JPH07111746A - Rotating electric machine - Google Patents

Abstract

(57) [Summary] [Purpose] To obtain a lightweight and small rotating electrical machine such as a general-purpose induction motor. [Structure] A housing 1 having a thick portion 1b formed on its inner peripheral portion is made of a magnetic aluminum alloy material, and the outer peripheral portion of a stator core 2 is mounted on the inner peripheral portion of the thick portion 1b. The thick portion 1b is used as a part of the magnetic path. [Effect] A part of the stator core 2 is replaced by the thick portion 1b made of a magnetic aluminum alloy material, and the magnetic aluminum alloy material has a low specific gravity and a high heat conduction characteristic, which results in weight reduction and improvement of heat dissipation characteristics. Miniaturization can be obtained.

Description

Detailed Description of the Invention

[0001]

BACKGROUND OF THE INVENTION 1. Field of the Invention The present invention relates to a rotary electric machine provided with an aluminum housing, and more particularly to a rotary electric machine suitable for an induction motor having a relatively small capacity.

[0002]

2. Description of the Related Art A rotary electric machine such as a general-purpose induction motor having a relatively small capacity is required to be small in size, light in weight and low in cost. To meet such requirements, the induction machine having the structure shown in FIG. Electric motors have been widely used from the past.

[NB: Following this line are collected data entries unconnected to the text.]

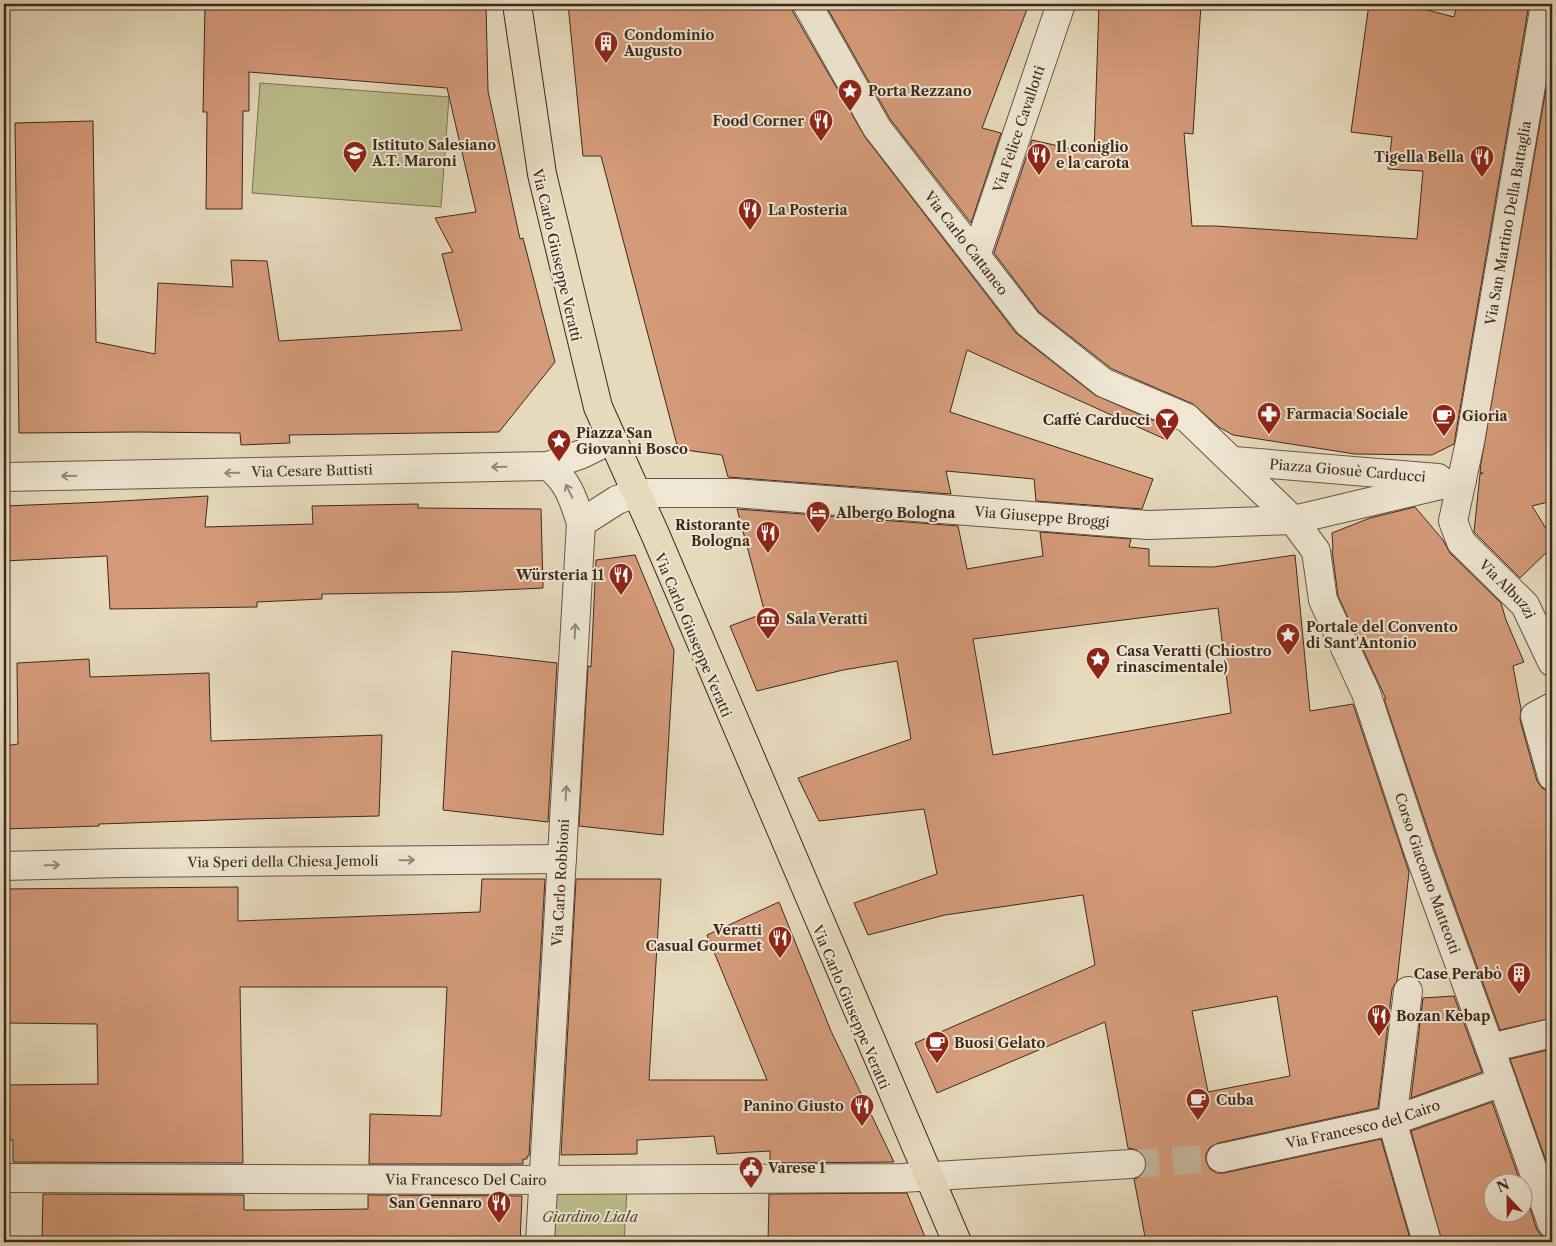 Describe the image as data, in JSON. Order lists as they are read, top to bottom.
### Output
{
  "streets": {
    "main road": ["Via Carlo Giuseppe Veratti"],
    "street": [
      "Via Felice Cavallotti",
      "Via San Martino Della Battaglia",
      "Via Carlo Cattaneo",
      "Piazza Giosuè Carducci",
      "Via Cesare Battisti",
      "Via Giuseppe Broggi",
      "Via Albuzzi",
      "Via Speri della Chiesa Jemoli",
      "Corso Giacomo Matteotti",
      "Via Carlo Robbioni",
      "Via Francesco del Cairo",
      "Via Francesco Del Cairo"
    ]
  },
  "crossings": [
    ["Via Felice Cavallotti", "Via Carlo Cattaneo"],
    ["Via San Martino Della Battaglia", "Piazza Giosuè Carducci"],
    ["Via San Martino Della Battaglia", "Via Albuzzi"],
    ["Via Carlo Cattaneo", "Piazza Giosuè Carducci"],
    ["Via Carlo Giuseppe Veratti", "Via Cesare Battisti"],
    ["Via Carlo Giuseppe Veratti", "Via Giuseppe Broggi"],
    ["Via Carlo Giuseppe Veratti", "Via Francesco Del Cairo"],
    ["Piazza Giosuè Carducci", "Via Giuseppe Broggi"],
    ["Piazza Giosuè Carducci", "Via Albuzzi"],
    ["Piazza Giosuè Carducci", "Corso Giacomo Matteotti"],
    ["Via Speri della Chiesa Jemoli", "Via Carlo Robbioni"],
    ["Corso Giacomo Matteotti", "Via Francesco del Cairo"],
    ["Via Carlo Robbioni", "Via Francesco Del Cairo"]
  ],
  "one_way": ["Via Cesare Battisti", "Via Speri della Chiesa Jemoli", "Via Carlo Robbioni"],
  "parks": ["Giardino Liala"],
  "places": {
    "building": ["Condominio Augusto", "Case Perabò"],
    "place": [
      "Porta Rezzano",
      "Piazza San Giovanni Bosco",
      "Portale del Convento di Sant'Antonio",
      "Casa Veratti (Chiostro rinascimentale)"
    ],
    "restaurant": [
      "Food Corner",
      "Il coniglio e la carota",
      "Tigella Bella",
      "La Posteria",
      "Ristorante Bologna",
      "Würsteria 11",
      "Veratti Casual Gourmet",
      "Bozan Kebap",
      "Panino Giusto",
      "San Gennaro"
    ],
    "school or university": ["Istituto Salesiano A.T. Maroni"],
    "pharmacy": ["Farmacia Sociale"],
    "cafe": ["Gioria", "Buosi Gelato", "Cuba"],
    "bar": ["Caffé Carducci"],
    "hotel": ["Albergo Bologna"],
    "museum": ["Sala Veratti"],
    "public building": ["Varese 1"]
  },
  "north": "top"
}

In FIG. 7, 1 is a housing, 1a
Is a radiation fin, 2 is a stator (armature) iron core, 3 is a stator
(Armor) Coil, 4a, 4b are end brackets, 5 is a shaft (rotating shaft), 6 is a rotor, 7 is an end ring, 8
Is an internal fan (internal cooling fan), 9 is an external fan (external cooling fan), 10 is an end cover, and 10a is an air hole.

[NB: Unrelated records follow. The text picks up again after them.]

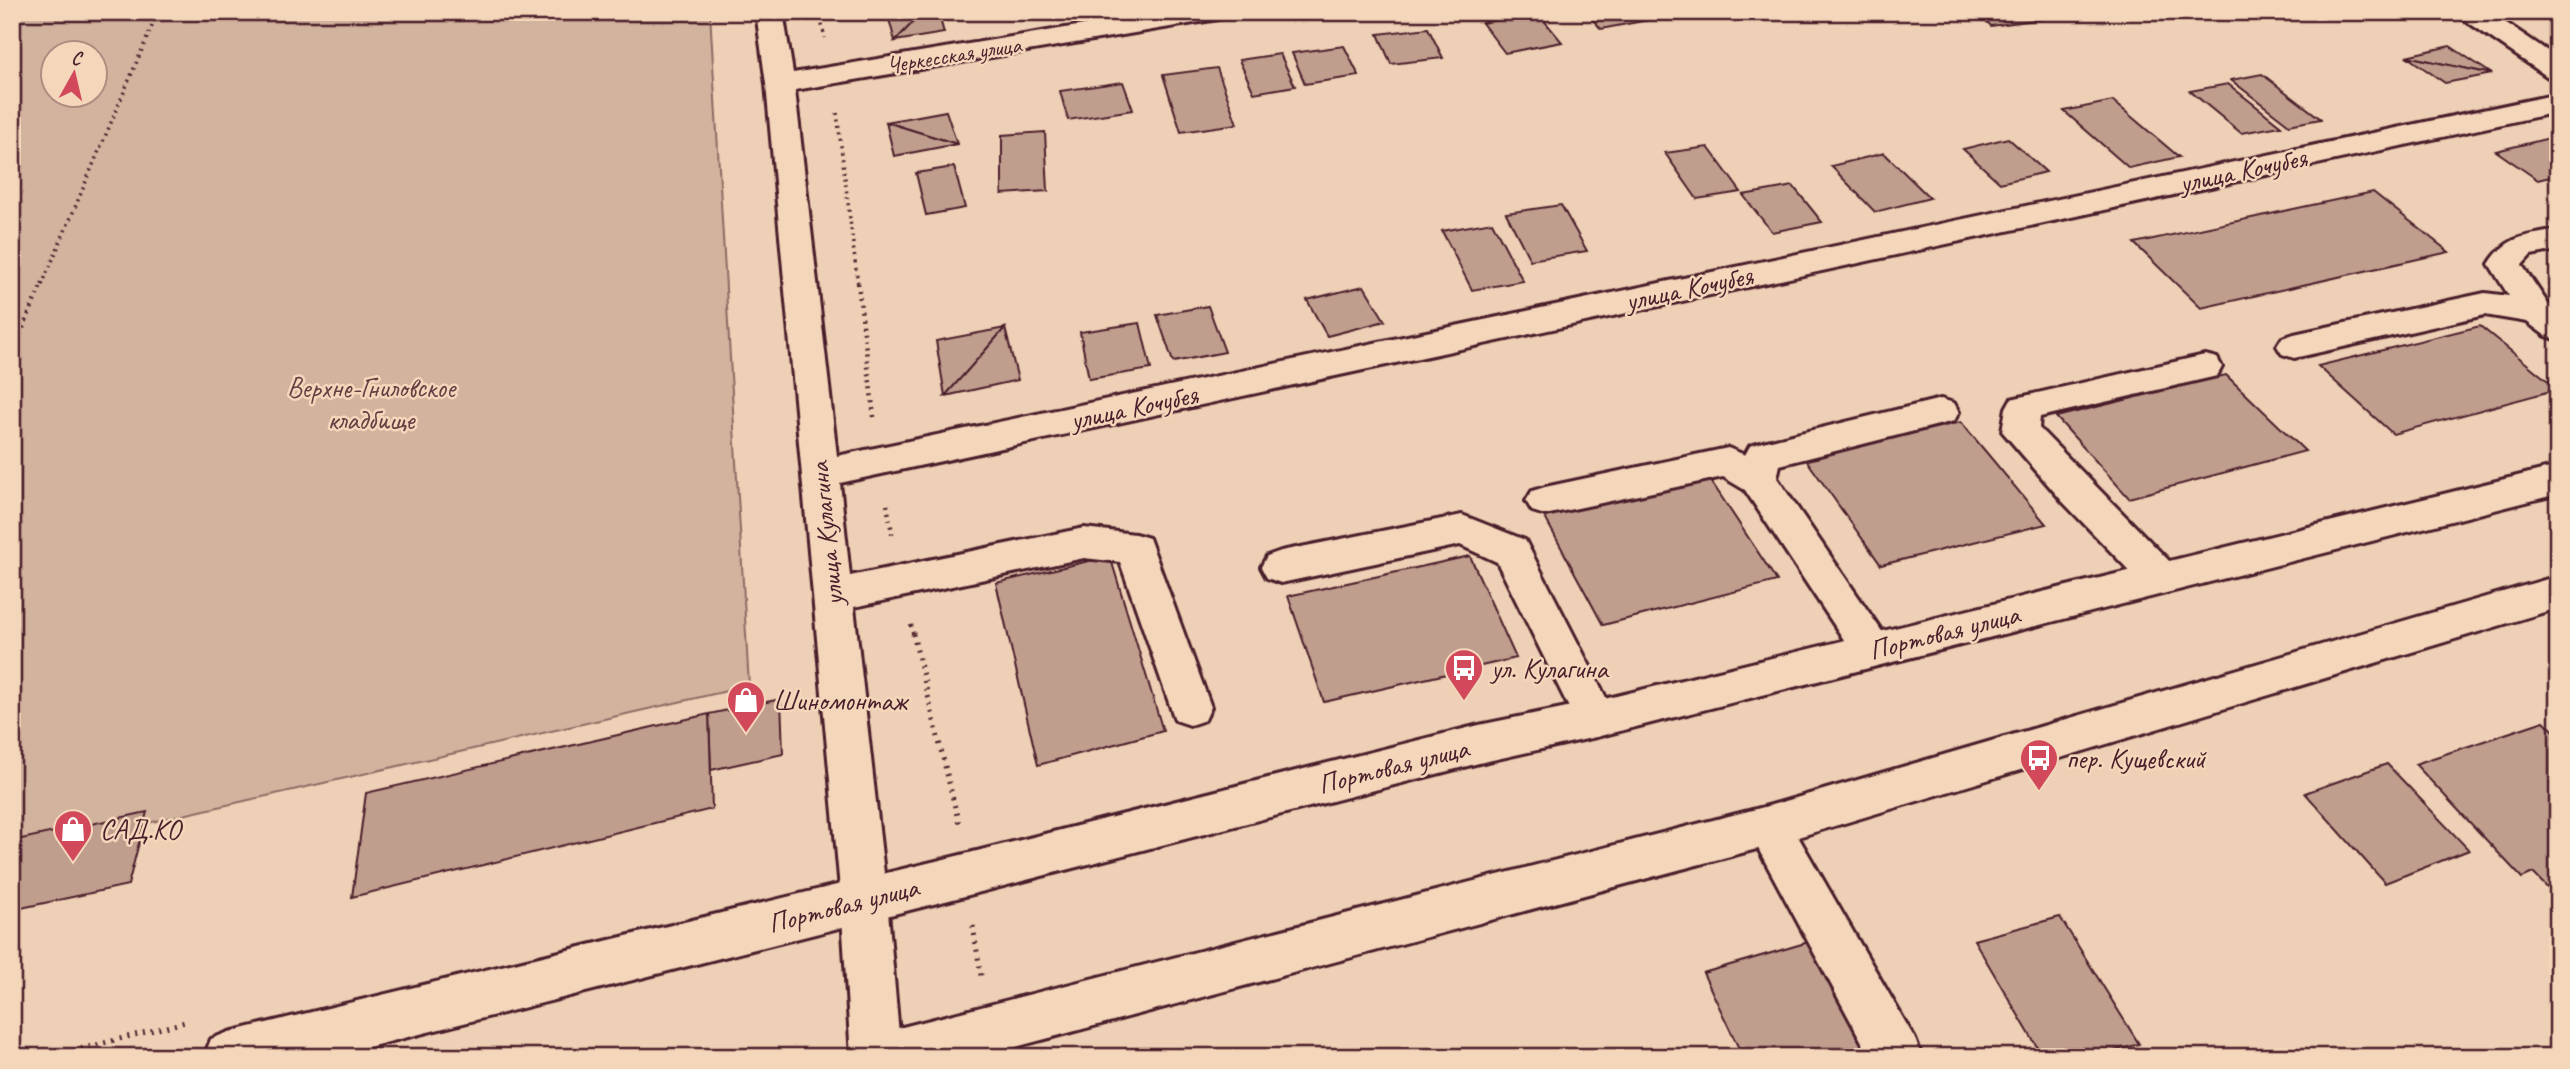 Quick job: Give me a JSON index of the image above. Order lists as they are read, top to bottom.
{
  "streets": {
    "street": [
      "Черкесская улица",
      "улица Кочубея",
      "улица Кулагина",
      "Портовая улица"
    ]
  },
  "crossings": [
    ["Черкесская улица", "улица Кулагина"],
    ["улица Кочубея", "улица Кулагина"],
    ["улица Кулагина", "Портовая улица"]
  ],
  "parks": ["Верхне-Гниловское кладбище"],
  "places": {
    "bus stop": ["ул. Кулагина", "пер. Кущевский"],
    "shop": ["Шиномонтаж", "САД.КО"]
  },
  "north": "top"
}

The housing 1, which is also called a frame, is formed into a cylindrical shape by casting an iron-based material and constitutes an outer cover of a rotary electric machine. The radiating fins 1a have a function of increasing a radiating area and promoting cooling, and a large number of radiating fins 1a are radially formed on the outer periphery of the housing 1.
It is cast integrally with.

The stator iron core 2 is a laminated iron core made of a laminated body of silicon steel sheets, and the inner peripheral portion of the laminated iron core is provided with a plurality of slots, and the stator coil 3 is wound around the slots. Thus, the stator of the rotating electric machine is configured. The end brackets 4a and 4b have fitting portions, and are thereby attached to the fitting portions at both ends of the housing 1 with bolts or the like. The shaft 5 includes the end brackets 4a and 4b.
Is supported by a bearing provided at the one end thereof, one end side of which is inserted through the end bracket 4b to form an output shaft, and an outer fan 9 is attached to the other end side through which the end bracket 4a is inserted.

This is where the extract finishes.